実は品川用水はとびとびでいくつか行ってるんですが、
今回は武蔵小山あたりから、
大崎あたりで目黒川に合流するところまで、数回に分けてご紹介します。

そもそも三鷹あたりから玉川上水の分水として流れ来、
千歳烏山から千歳船橋、農大の横をすり抜けて
桜新町を通り、学芸大から武蔵小山への流れくるこの用水は、
武蔵小山駅を過ぎたあたりで大きく二つに分かれて流れます。
ひとつが平塚橋をとおって戸越公園方面へ、
そしてもう一つは百反道路を通って大崎で目黒川へ。
今回は後者のルートを行き、
周辺の分水や湧水などもご紹介していきます。

また、途中では思わぬところでこの分岐がまた再合流していたり、
なんて場所もレポートしていきます。

しかしまあ今この導入文を書いてて改めて思いましたが、
ずいぶんダイナミックなところを流れてくる用水なんですね、
品川用水は。

水を遠くまで運ぶために人工的に尾根を利用して通した用水・上水。
そして尾根の間にできる谷戸に端を発し、
低いところに向かって谷を削りながら流れていく自然河川。
よくこの二つは動脈と静脈みたいにたとえられる密接な関係。

品川用水の流路でも、そのすぐそばから流れ出る川がたくさんあります。
水無川(中川)、丸子川谷沢川烏山川蛇崩川
呑川の深沢支流柿の木坂支流羅漢寺川
桐ケ谷川(仮称)、などなど。

これら水源に用水からの落ち水があったかどうかは
改めて検証が必要ですが、
地形から言ってもやはりどこかでなにがしかの「流入」があっても
不思議ではないと考えます。

…真偽のほどは後々の検証に譲るとしても、
こんな城南・城東の主要河川の間を縫うようにして流れていること自体
ある種の感動を覚えてしまいます。
じーん。

そういえば初めて「川(用水)と銭湯の位置関係」を
プロットしたのも
品川用水だったなあ。

・・・・・・・・・・

前置きが長くなってしまいました。
そんでは、今回のスタートはここ。
以前桐ケ谷川の時にもご紹介した、
武蔵小山駅南にある分岐点、
朝日地蔵前にあるマンション「ハイム・ジゾー」wから。

Imgp7946

こっからまっすぐ自転車で荏原方面に抜けるつもりでした。
ところが…。
途中ですれ違った見ず知らずの自転車の人のポケットから、
ぱたん、っと大きな音を立ててケータイが落ちるのを
見てしまったんです。
怖いですねえ、
その人、イヤホンで音楽聴きながら自転車に乗っているもんだから
そんな自分の音にも気が付かず…。
それに片耳だけならいざ知らず、
自転車で両耳ふさいで運転ってやっぱ危ないと思う…。
自転車って身軽だけどそのぶん無防備ですからねー。

で、そんな状況をほっとくわけにもいかず、
すれ違った後Uターン、落ちてるケータイ拾って、
結構なスピードで反対方向に走り去る持ち主の自転車を追いかけました。
もー。
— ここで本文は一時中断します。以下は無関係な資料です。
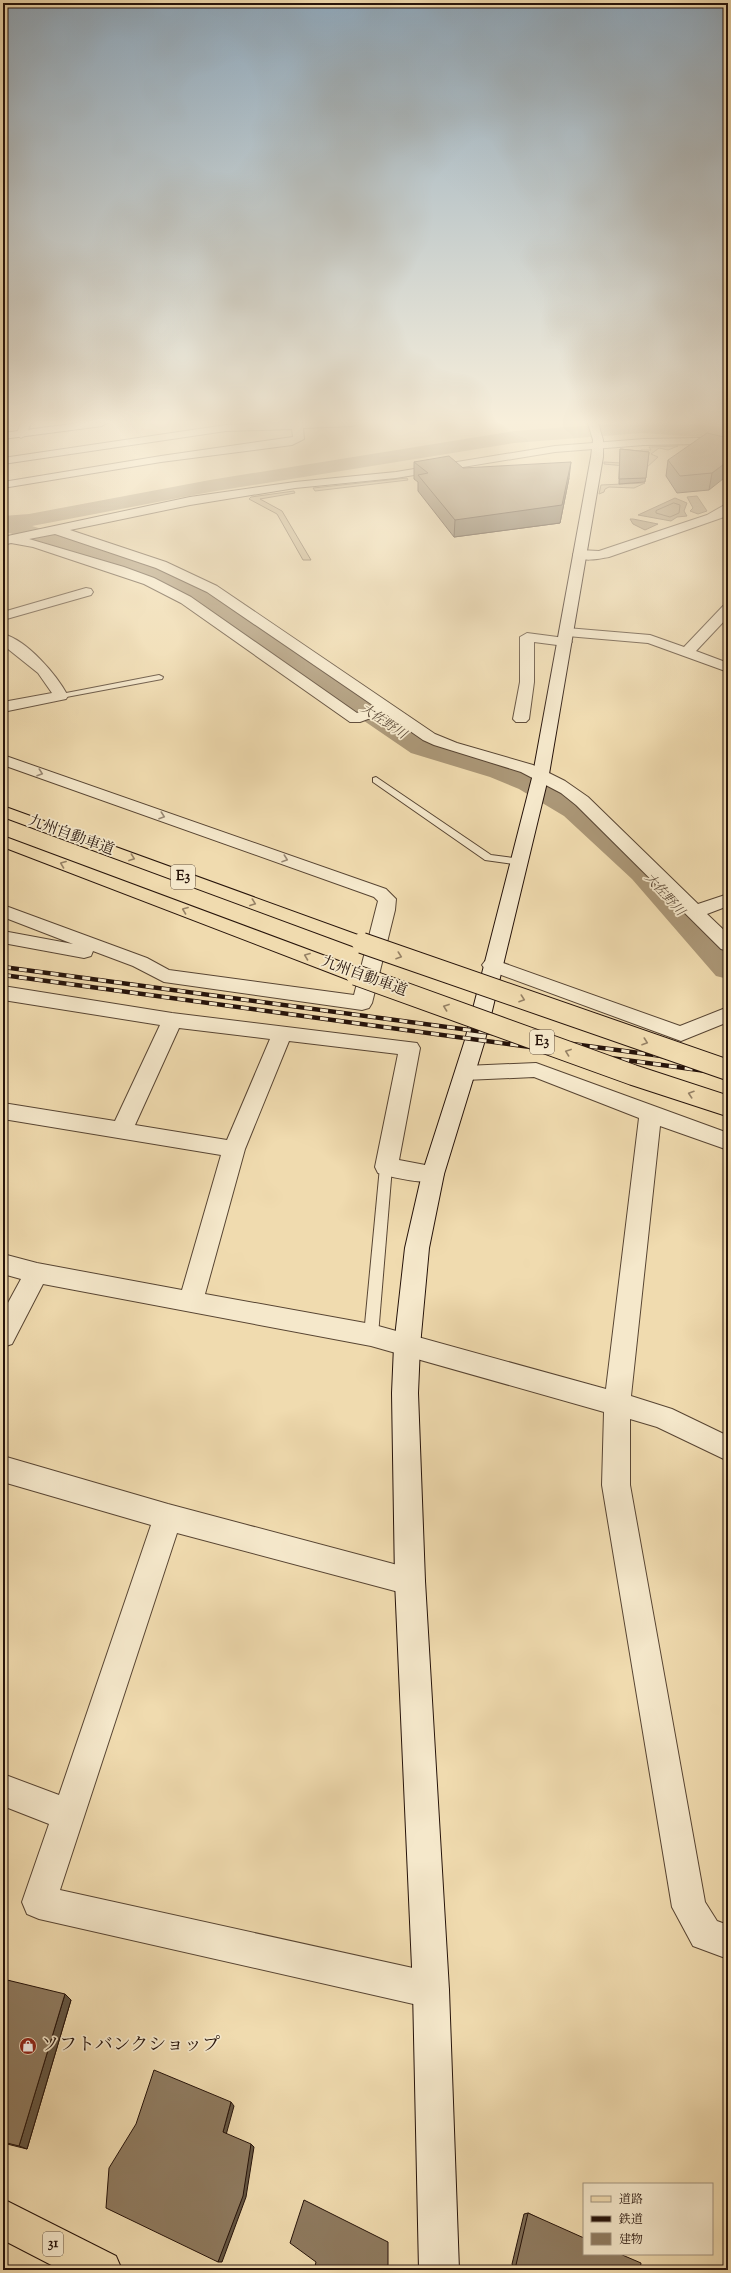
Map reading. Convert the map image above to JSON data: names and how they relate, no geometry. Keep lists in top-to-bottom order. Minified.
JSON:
{"streets":{"main road":["九州自動車道","E3","31"]},"water":["大佐野川"],"places":{"shop":["ソフトバンクショップ"]},"legend":["道路","鉄道","建物"]}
世話が焼けるw
持ち主は脇の路地に入っていきます。
大声を出しても無駄だろうから、
私は必死に立ちこぎで追いつくしかない。

ひーこらしながらやっと追いつき、息も絶え絶えに
「これ落としましたよ」と声をかけたら、
(だれやねんこいつ!)的な顔から一瞬にして
(あらま!ほんとだこりゃびっくり!)的な顔に変わり
ひとことお礼のことばをいただきました。

ふう、ひと仕事でしたな。
でももうちょっと感激してくれてもいいだろうになあ
などと自己中心的な感想が湧いてくるのを
理性でおさえつつまわりをよく見ると、
「これ暗渠じゃね?」的な光景が広がっているではありませんか!
おわ、むしろこっちが感謝でしたね。
Imgp7949

荏原2丁目5のあたり。
Imgp7948

どうも短い用水路または生活排水の跡のようでした。
Imgp7952_2

並行して3本くらいあって、ちょっとした
(ある意味)にぎやかさのある暗渠銀座的たたずまい。
…まあこれをして「にぎやか」とは、
暗渠マニアくらいしか言わないと思うけど。

こりゃ予定外の収穫です。

予定外の収穫はもうひとつありました。
以下は、はやばやと載せる今回シリーズの行程。

より大きな地図で 品川用水・朝日地蔵から を表示

メインでたどろうと思っていたのは、
左から右にほぼ地図上水平に流れる
品川用水なのですが、
実は星薬科大学の北のはじから始まる
へんな形の水路を発見。
それがこれです。
Imgp7953

Imgp7954

星薬科大の塀に沿って車道より1mほど高いところに
「歩道」が。
よくみりゃこの歩道、蓋がされている水路であると気づきます。
歩道はしばらく続いたあとは車道と同じ高さになりますが、

Imgp7959

ある地点で唐突に終わってしまします。

Imgp7960

このときは予習不足で
???なんじゃこれ???
という感じだったのですが、
帰ってから「関東中世水田の研究」(日本経済評論社 高島緑雄 著)という資料を
ひもといてみると、
ここも分水が通っていたらしいです。
そればかりか、
朝日地蔵のところで一旦別れたもう一本の品川用水の分水と合わせて
真ん中へんでくっついていたらしいんです。
そしてそのくっついてるところ、
上の地図では「荏原保健センター」のあたりが
池になっていた!とあります。

現在の中原街道のすぐ北側に旧中原街道が走っているんですが、
この古道をよく見るとちょうど「荏原保健センター」あたりで
曲がっています。
これがその池を迂回した跡!なんとー!!

さらにあろうことか…。
この池が水源となり、中原街道を挟んで向こうにまっすぐに続く
戸越銀座の谷を刻んだらしいのです!
(尤も戸越銀座の谷は今はまっすぐですが、
昔はもうちょっとよたって流れていて、
商店街を整備する時に今みたいにまっすぐに道を通したとのこと)
おおお。

そうだったのかー。
戸越銀座を取り上げた時の記事末尾に追記しておきましたが、
この資料に行きあたったときは
ほんと感動しましたー。

あ、結構文字数いっちゃったんで、
今日はこのくらいで。
次回もお楽しみに!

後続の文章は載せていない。